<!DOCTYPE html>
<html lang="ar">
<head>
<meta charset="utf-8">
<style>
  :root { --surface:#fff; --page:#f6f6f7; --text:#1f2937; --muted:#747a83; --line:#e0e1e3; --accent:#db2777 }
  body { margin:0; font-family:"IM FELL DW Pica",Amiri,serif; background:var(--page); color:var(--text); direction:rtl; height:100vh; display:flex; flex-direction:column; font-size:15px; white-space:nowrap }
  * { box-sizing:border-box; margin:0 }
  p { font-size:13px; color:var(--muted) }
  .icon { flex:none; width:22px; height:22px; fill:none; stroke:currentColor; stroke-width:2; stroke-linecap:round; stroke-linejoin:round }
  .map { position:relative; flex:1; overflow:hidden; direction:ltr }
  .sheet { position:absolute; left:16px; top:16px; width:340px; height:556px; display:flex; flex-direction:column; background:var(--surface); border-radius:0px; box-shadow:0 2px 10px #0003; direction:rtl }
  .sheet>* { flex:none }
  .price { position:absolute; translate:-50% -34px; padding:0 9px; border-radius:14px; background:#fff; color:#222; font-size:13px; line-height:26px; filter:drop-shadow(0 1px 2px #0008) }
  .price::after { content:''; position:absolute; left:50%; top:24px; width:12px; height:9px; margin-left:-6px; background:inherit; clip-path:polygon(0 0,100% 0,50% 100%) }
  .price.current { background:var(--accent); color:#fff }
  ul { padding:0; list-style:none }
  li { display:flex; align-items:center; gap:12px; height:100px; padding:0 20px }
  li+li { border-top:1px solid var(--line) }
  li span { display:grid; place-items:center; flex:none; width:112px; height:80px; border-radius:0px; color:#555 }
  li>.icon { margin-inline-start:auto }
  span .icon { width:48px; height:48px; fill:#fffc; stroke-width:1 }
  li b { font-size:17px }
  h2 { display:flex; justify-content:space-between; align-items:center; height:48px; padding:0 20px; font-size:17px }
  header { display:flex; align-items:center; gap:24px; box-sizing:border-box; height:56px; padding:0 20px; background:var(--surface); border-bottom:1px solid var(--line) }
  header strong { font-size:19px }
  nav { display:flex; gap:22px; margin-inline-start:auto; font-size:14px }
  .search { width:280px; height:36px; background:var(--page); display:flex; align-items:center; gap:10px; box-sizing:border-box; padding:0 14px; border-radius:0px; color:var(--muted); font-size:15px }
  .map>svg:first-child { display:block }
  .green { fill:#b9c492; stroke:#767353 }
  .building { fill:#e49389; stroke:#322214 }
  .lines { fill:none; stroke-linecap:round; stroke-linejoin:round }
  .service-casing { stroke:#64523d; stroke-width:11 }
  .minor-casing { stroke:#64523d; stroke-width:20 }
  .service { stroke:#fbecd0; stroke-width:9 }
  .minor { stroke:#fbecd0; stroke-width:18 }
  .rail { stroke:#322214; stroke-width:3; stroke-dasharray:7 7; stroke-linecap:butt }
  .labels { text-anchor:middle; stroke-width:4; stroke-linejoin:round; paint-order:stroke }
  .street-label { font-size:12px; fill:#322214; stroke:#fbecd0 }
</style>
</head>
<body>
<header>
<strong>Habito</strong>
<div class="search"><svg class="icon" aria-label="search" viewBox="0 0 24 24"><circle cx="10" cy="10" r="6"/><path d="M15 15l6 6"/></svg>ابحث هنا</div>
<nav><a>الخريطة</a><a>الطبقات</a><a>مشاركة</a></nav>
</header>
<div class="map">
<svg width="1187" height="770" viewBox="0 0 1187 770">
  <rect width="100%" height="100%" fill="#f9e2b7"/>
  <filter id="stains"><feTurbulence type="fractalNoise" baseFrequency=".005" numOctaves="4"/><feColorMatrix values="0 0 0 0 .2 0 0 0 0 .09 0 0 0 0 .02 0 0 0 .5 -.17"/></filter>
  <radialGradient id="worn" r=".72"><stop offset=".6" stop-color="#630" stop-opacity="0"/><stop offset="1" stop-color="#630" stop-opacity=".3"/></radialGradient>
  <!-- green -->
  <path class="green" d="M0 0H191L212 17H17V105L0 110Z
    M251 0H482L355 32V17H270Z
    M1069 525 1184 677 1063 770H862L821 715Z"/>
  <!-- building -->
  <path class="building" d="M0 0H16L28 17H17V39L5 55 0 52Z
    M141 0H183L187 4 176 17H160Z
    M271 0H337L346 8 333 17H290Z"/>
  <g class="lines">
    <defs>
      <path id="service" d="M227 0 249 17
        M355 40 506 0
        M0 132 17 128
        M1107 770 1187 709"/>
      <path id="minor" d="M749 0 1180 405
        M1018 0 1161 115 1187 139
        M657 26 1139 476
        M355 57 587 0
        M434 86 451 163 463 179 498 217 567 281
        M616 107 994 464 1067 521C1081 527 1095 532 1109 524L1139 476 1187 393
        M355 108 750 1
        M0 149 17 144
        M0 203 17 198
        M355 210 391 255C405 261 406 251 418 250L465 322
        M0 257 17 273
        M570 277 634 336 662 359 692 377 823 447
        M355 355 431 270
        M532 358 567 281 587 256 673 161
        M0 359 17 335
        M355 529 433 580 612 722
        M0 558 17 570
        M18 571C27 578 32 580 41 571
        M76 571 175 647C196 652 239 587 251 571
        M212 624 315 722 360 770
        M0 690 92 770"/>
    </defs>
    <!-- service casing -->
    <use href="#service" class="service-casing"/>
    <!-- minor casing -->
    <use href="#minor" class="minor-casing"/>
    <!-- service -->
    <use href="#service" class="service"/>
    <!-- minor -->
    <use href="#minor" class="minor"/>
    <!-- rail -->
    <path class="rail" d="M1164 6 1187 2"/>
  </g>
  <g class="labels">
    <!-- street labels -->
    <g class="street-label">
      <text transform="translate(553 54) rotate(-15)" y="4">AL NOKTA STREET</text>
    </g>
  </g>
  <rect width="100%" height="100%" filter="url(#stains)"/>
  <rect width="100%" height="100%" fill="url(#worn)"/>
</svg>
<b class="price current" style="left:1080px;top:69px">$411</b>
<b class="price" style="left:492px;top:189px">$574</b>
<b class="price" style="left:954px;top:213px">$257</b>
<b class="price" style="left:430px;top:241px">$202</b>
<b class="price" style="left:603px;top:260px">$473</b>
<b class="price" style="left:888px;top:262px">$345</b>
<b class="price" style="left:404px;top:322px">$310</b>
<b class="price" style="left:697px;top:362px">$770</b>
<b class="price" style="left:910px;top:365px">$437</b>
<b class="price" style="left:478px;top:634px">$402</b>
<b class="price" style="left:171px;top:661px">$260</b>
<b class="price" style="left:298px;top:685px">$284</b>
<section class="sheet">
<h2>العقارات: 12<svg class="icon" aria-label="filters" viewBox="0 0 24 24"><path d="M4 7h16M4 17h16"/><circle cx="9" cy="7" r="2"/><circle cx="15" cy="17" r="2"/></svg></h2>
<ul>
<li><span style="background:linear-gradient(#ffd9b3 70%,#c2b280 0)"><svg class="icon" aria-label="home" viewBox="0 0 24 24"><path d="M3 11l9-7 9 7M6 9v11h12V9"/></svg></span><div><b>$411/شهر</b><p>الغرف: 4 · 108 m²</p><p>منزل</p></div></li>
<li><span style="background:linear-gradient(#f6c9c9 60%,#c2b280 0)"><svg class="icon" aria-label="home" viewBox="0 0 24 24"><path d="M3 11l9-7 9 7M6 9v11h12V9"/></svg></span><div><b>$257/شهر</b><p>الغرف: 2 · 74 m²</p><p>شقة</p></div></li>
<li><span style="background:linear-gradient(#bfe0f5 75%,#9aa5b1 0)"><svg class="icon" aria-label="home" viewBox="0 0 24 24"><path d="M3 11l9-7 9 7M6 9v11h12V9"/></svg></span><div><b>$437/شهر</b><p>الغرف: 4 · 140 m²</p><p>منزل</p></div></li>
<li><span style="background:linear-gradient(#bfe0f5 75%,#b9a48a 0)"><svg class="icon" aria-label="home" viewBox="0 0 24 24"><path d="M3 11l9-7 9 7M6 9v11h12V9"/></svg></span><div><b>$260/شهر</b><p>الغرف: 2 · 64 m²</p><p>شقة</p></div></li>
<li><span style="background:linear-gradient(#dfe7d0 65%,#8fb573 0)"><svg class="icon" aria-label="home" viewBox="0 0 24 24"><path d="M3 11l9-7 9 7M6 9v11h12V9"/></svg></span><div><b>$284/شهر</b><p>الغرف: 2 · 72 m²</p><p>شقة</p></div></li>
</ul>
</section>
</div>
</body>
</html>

Exercise goal: Find the word "linejoin" in the entries, and copy every line it shows up in.

Solution to the exercise:
  .icon { flex:none; width:22px; height:22px; fill:none; stroke:currentColor; stroke-width:2; stroke-linecap:round; stroke-linejoin:round }
  .lines { fill:none; stroke-linecap:round; stroke-linejoin:round }
  .labels { text-anchor:middle; stroke-width:4; stroke-linejoin:round; paint-order:stroke }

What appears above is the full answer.